**PROMPT**
Where a line of the entries holds the string "Lehmuspiha", copy that line.

DATA section start

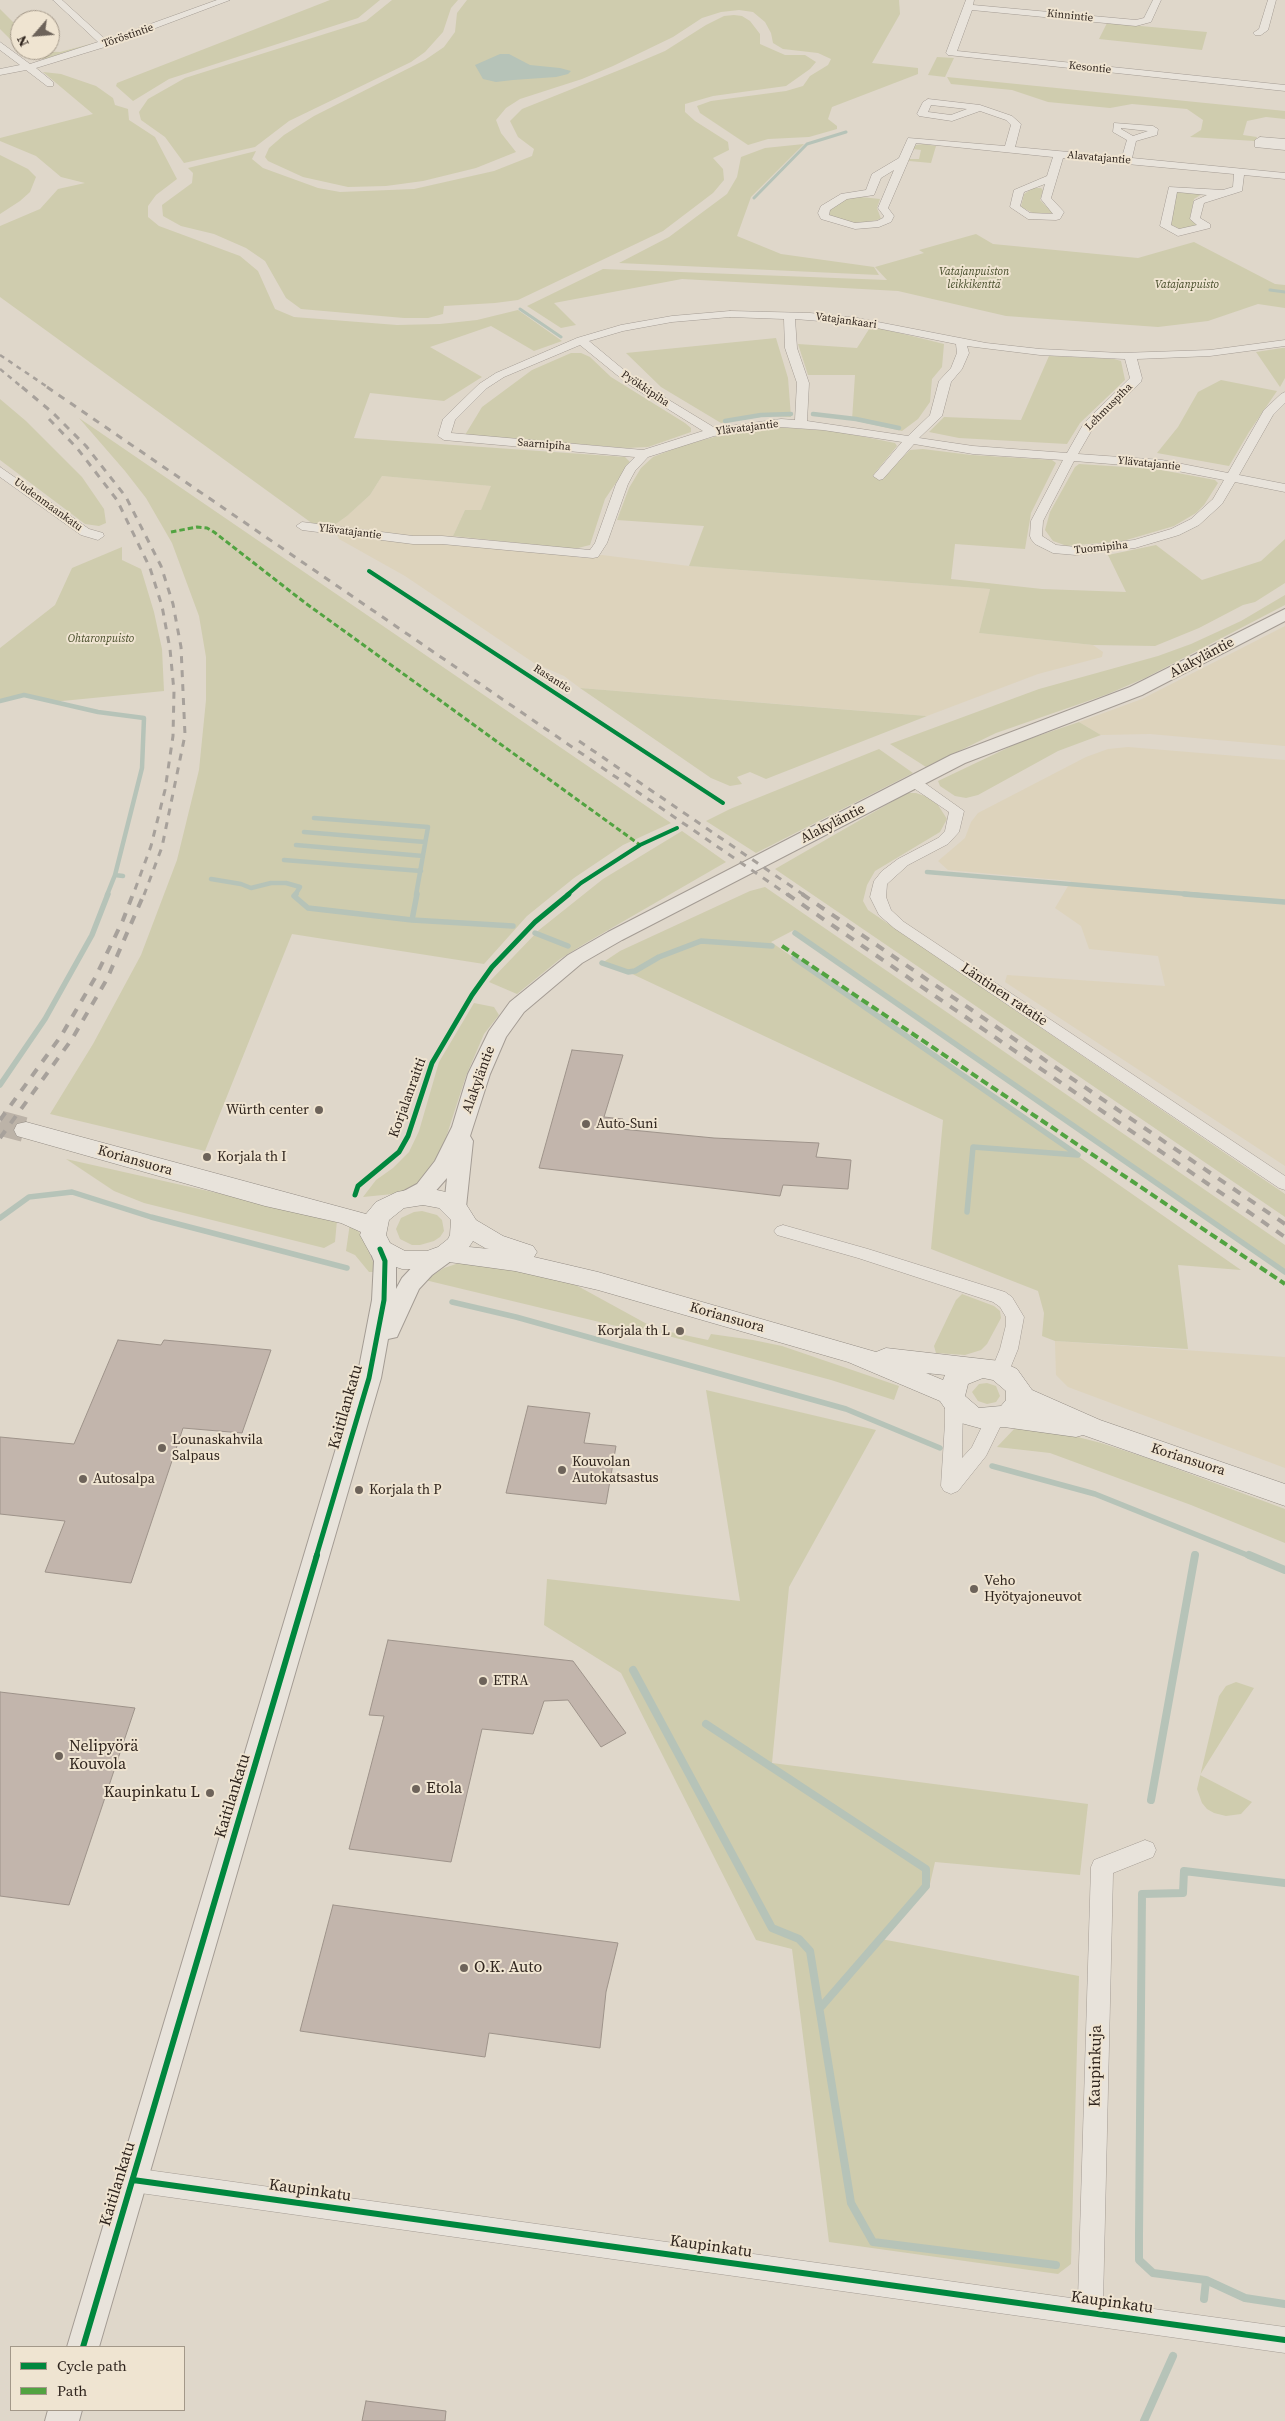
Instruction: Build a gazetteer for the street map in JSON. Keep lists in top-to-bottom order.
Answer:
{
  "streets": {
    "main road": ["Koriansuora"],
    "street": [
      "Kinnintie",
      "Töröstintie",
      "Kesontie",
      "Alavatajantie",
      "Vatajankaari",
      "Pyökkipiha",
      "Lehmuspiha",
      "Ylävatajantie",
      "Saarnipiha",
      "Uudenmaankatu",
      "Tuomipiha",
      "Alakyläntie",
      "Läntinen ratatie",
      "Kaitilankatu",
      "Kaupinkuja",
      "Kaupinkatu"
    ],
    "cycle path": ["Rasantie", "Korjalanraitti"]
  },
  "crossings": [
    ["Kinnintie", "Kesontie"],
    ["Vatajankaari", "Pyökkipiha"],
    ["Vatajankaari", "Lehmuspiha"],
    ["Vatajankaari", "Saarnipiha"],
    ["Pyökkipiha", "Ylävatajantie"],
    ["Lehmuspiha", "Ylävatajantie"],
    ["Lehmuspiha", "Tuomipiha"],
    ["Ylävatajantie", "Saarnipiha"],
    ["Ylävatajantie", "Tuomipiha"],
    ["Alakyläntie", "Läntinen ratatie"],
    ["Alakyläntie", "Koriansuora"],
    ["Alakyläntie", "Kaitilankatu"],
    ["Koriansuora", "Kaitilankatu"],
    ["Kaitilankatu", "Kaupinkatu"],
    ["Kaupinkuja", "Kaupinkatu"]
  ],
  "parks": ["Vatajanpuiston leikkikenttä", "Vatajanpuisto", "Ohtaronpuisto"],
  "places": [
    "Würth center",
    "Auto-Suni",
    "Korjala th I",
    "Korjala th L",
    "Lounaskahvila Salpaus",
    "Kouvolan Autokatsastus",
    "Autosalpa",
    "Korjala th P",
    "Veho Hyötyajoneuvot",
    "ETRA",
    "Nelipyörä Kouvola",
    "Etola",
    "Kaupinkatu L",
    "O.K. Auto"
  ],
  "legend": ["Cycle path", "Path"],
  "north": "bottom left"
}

DATA section end

**TASK RESULT**
      "Lehmuspiha",
    ["Vatajankaari", "Lehmuspiha"],
    ["Lehmuspiha", "Ylävatajantie"],
    ["Lehmuspiha", "Tuomipiha"],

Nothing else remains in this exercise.